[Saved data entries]
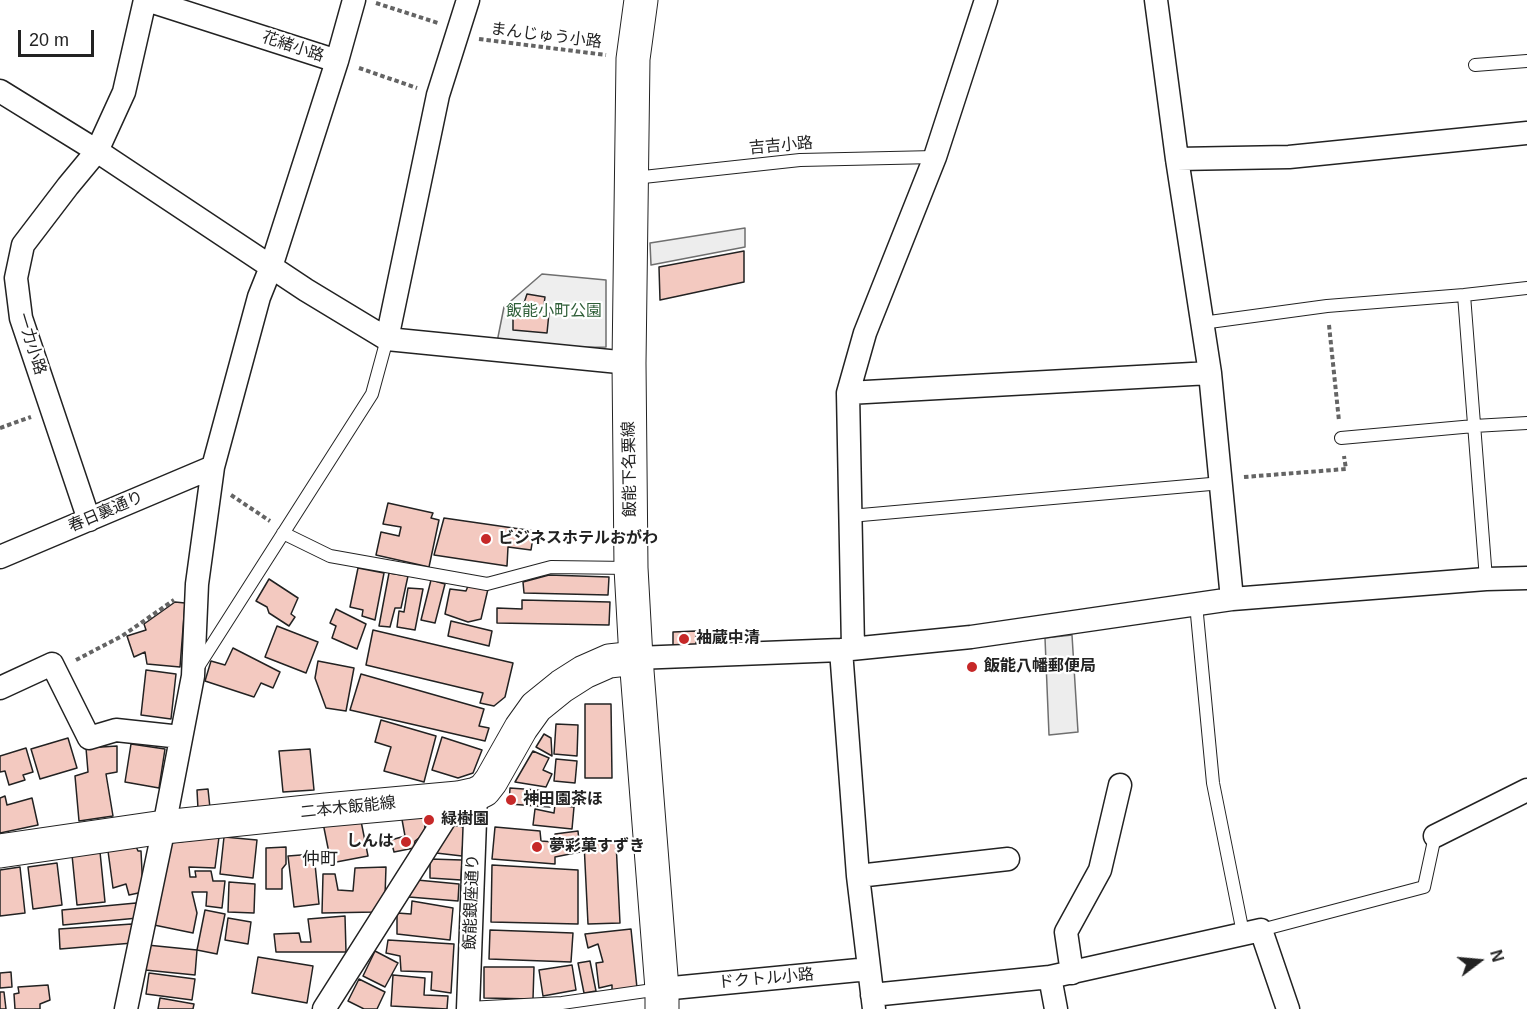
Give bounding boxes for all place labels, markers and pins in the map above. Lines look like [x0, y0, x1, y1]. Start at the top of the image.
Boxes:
place label: ビジネスホテルおがわ [498, 529, 658, 549]
marker: ビジネスホテルおがわ [479, 532, 493, 546]
place label: 袖蔵中清 [696, 629, 760, 649]
marker: 袖蔵中清 [677, 632, 691, 646]
place label: 飯能八幡郵便局 [984, 657, 1096, 677]
marker: 飯能八幡郵便局 [965, 660, 979, 674]
place label: 神田園茶ほ [523, 790, 603, 810]
marker: 神田園茶ほ [504, 793, 518, 807]
place label: 緑樹園 [441, 810, 489, 830]
marker: 緑樹園 [422, 813, 436, 827]
place label: しんは [346, 832, 394, 852]
marker: しんは [399, 835, 413, 849]
place label: 夢彩菓すずき [549, 837, 645, 857]
marker: 夢彩菓すずき [530, 840, 544, 854]

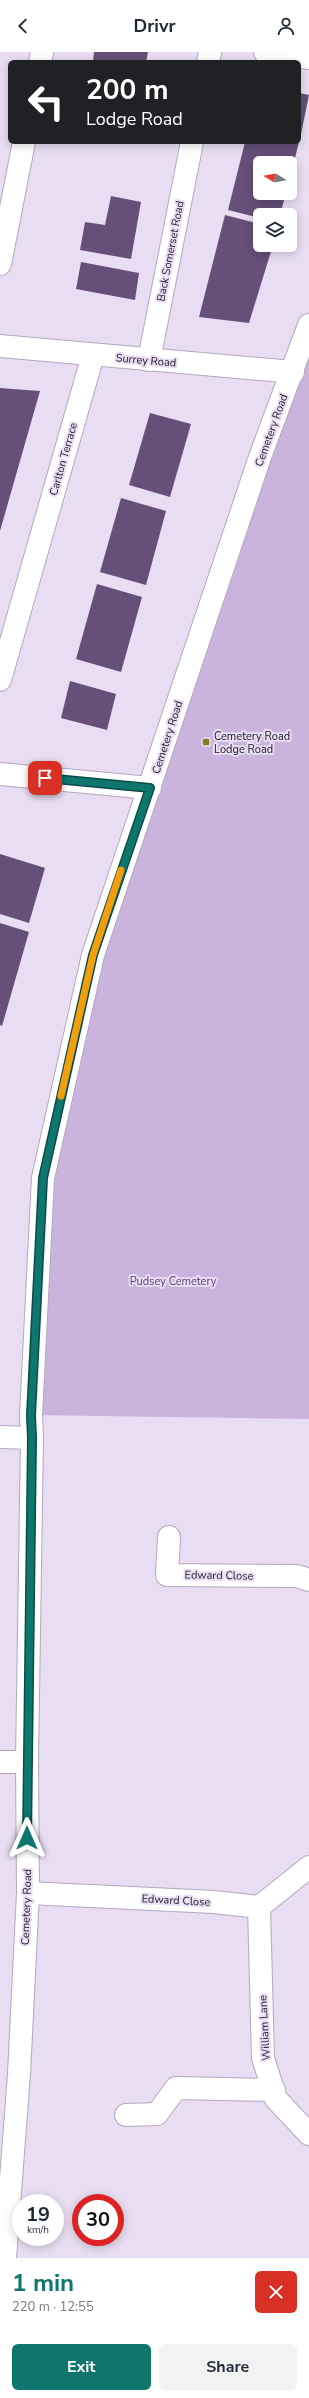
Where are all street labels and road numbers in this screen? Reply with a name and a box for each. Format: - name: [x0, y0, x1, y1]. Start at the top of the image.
- street label: Back Somerset Road: [153, 200, 188, 303]
- street label: Surrey Road: [115, 350, 177, 371]
- street label: Cemetery Road: [251, 392, 292, 469]
- street label: Carlton Terrace: [46, 421, 81, 497]
- street label: Cemetery Road: [149, 699, 186, 776]
- street label: Edward Close: [184, 1567, 254, 1584]
- street label: Cemetery Road: [18, 1869, 35, 1945]
- street label: Edward Close: [141, 1891, 211, 1910]
- street label: William Lane: [255, 1995, 274, 2061]

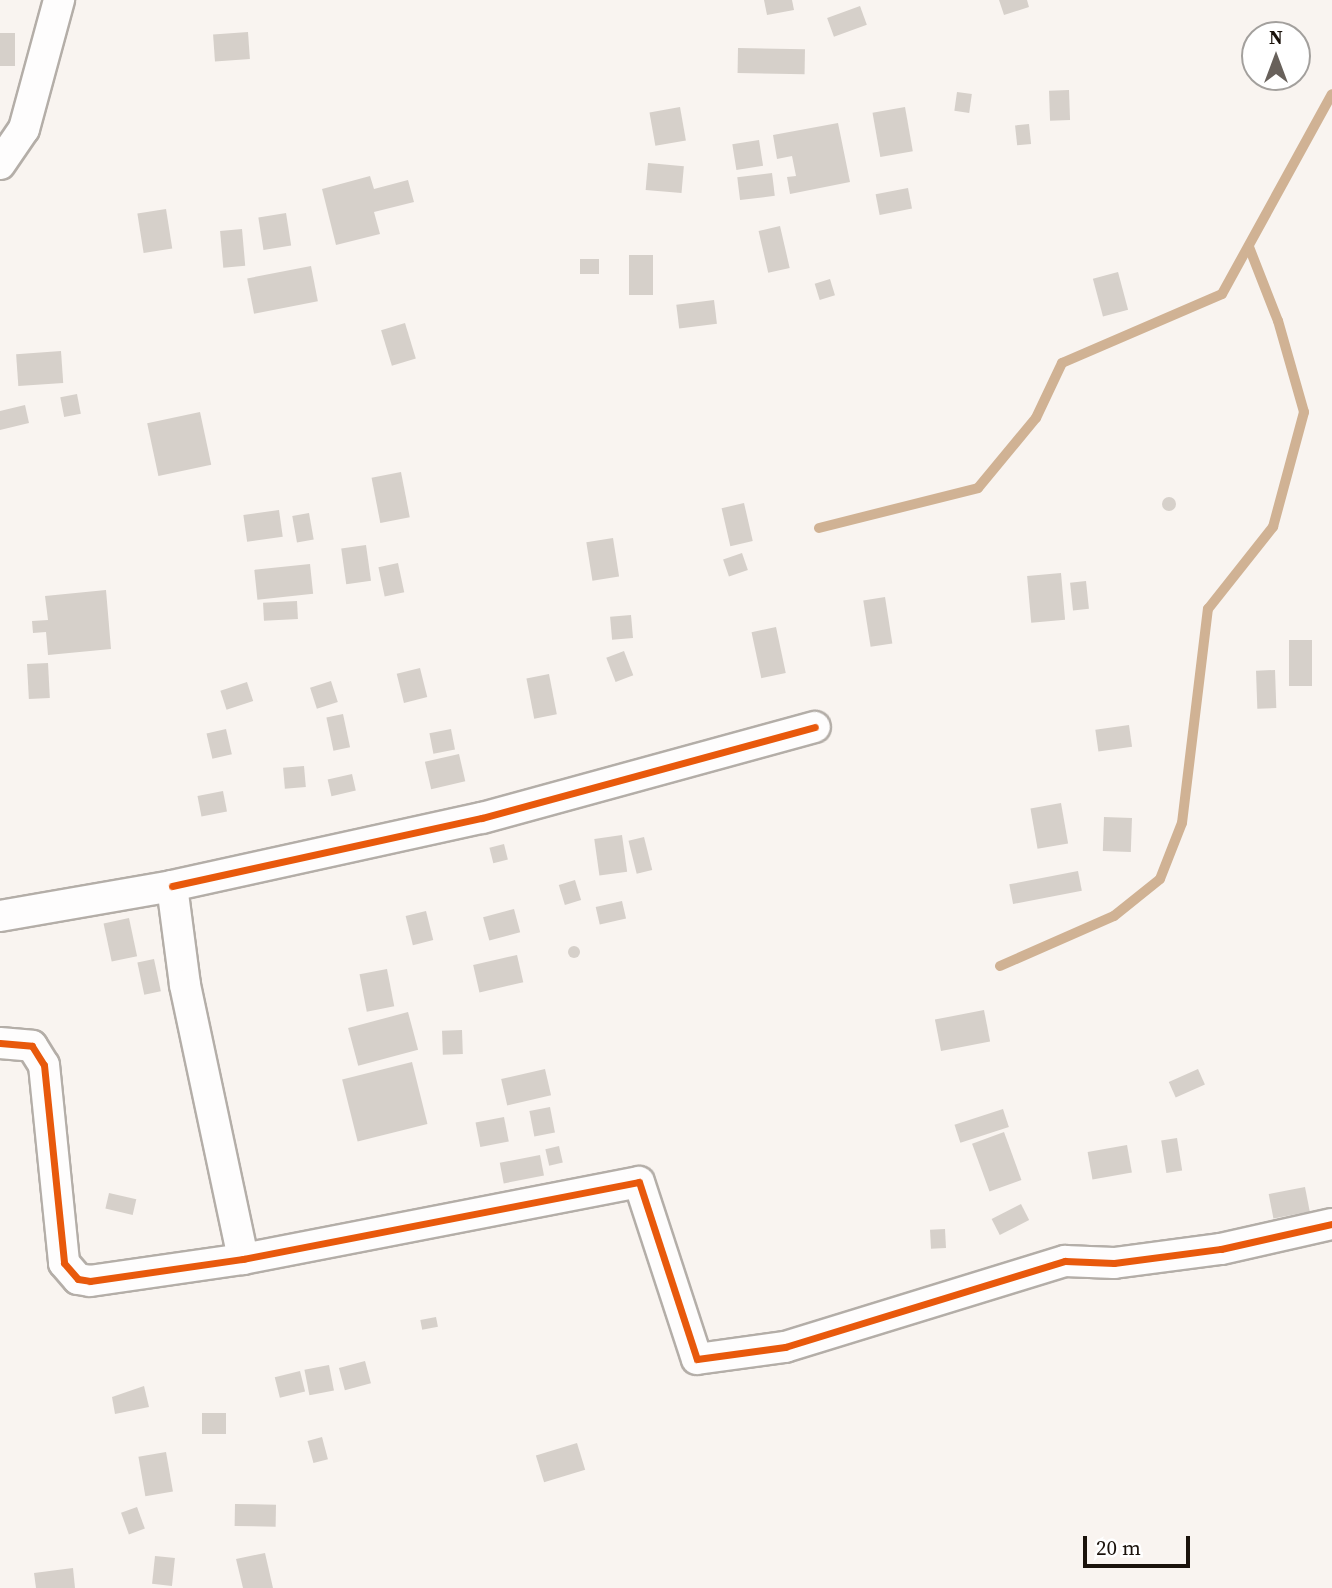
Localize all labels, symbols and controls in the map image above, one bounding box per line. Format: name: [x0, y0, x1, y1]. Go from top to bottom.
north arrow: [1241, 21, 1311, 91]
text: N: [1269, 24, 1283, 50]
scale bar: [1087, 1522, 1194, 1566]
text: 20 m: [1096, 1533, 1141, 1562]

- _ACTION ITEM_:
Full copy, no pictures: write out each line of the data exactly as it stands.

- _FINAL ANSWER_:
Give bounding boxes for all place labels, markers and pins in the map above. Lines look like [x0, y0, x1, y1]. Start at the top of the image.
Boxes:
place label: ビジネスホテルおがわ [498, 529, 658, 549]
marker: ビジネスホテルおがわ [479, 532, 493, 546]
place label: 袖蔵中清 [696, 629, 760, 649]
marker: 袖蔵中清 [677, 632, 691, 646]
place label: 飯能八幡郵便局 [984, 657, 1096, 677]
marker: 飯能八幡郵便局 [965, 660, 979, 674]
place label: 神田園茶ほ [523, 790, 603, 810]
marker: 神田園茶ほ [504, 793, 518, 807]
place label: 緑樹園 [441, 810, 489, 830]
marker: 緑樹園 [422, 813, 436, 827]
place label: しんは [346, 832, 394, 852]
marker: しんは [399, 835, 413, 849]
place label: 夢彩菓すずき [549, 837, 645, 857]
marker: 夢彩菓すずき [530, 840, 544, 854]

Where are all street labels and road numbers in this screen? Reply with a name and a box for each. Format: - name: [x0, y0, x1, y1]. Start at the top of the image.
- street label: Back Somerset Road: [153, 200, 188, 303]
- street label: Surrey Road: [115, 350, 177, 371]
- street label: Cemetery Road: [251, 392, 292, 469]
- street label: Carlton Terrace: [46, 421, 81, 497]
- street label: Cemetery Road: [149, 699, 186, 776]
- street label: Edward Close: [184, 1567, 254, 1584]
- street label: Cemetery Road: [18, 1869, 35, 1945]
- street label: Edward Close: [141, 1891, 211, 1910]
- street label: William Lane: [255, 1995, 274, 2061]

Localize all labels, symbols and controls in the map image above, one bounding box per line. Format: name: [x0, y0, x1, y1]. Go from top to bottom.
north arrow: [1241, 21, 1311, 91]
text: N: [1269, 24, 1283, 50]
scale bar: [1087, 1522, 1194, 1566]
text: 20 m: [1096, 1533, 1141, 1562]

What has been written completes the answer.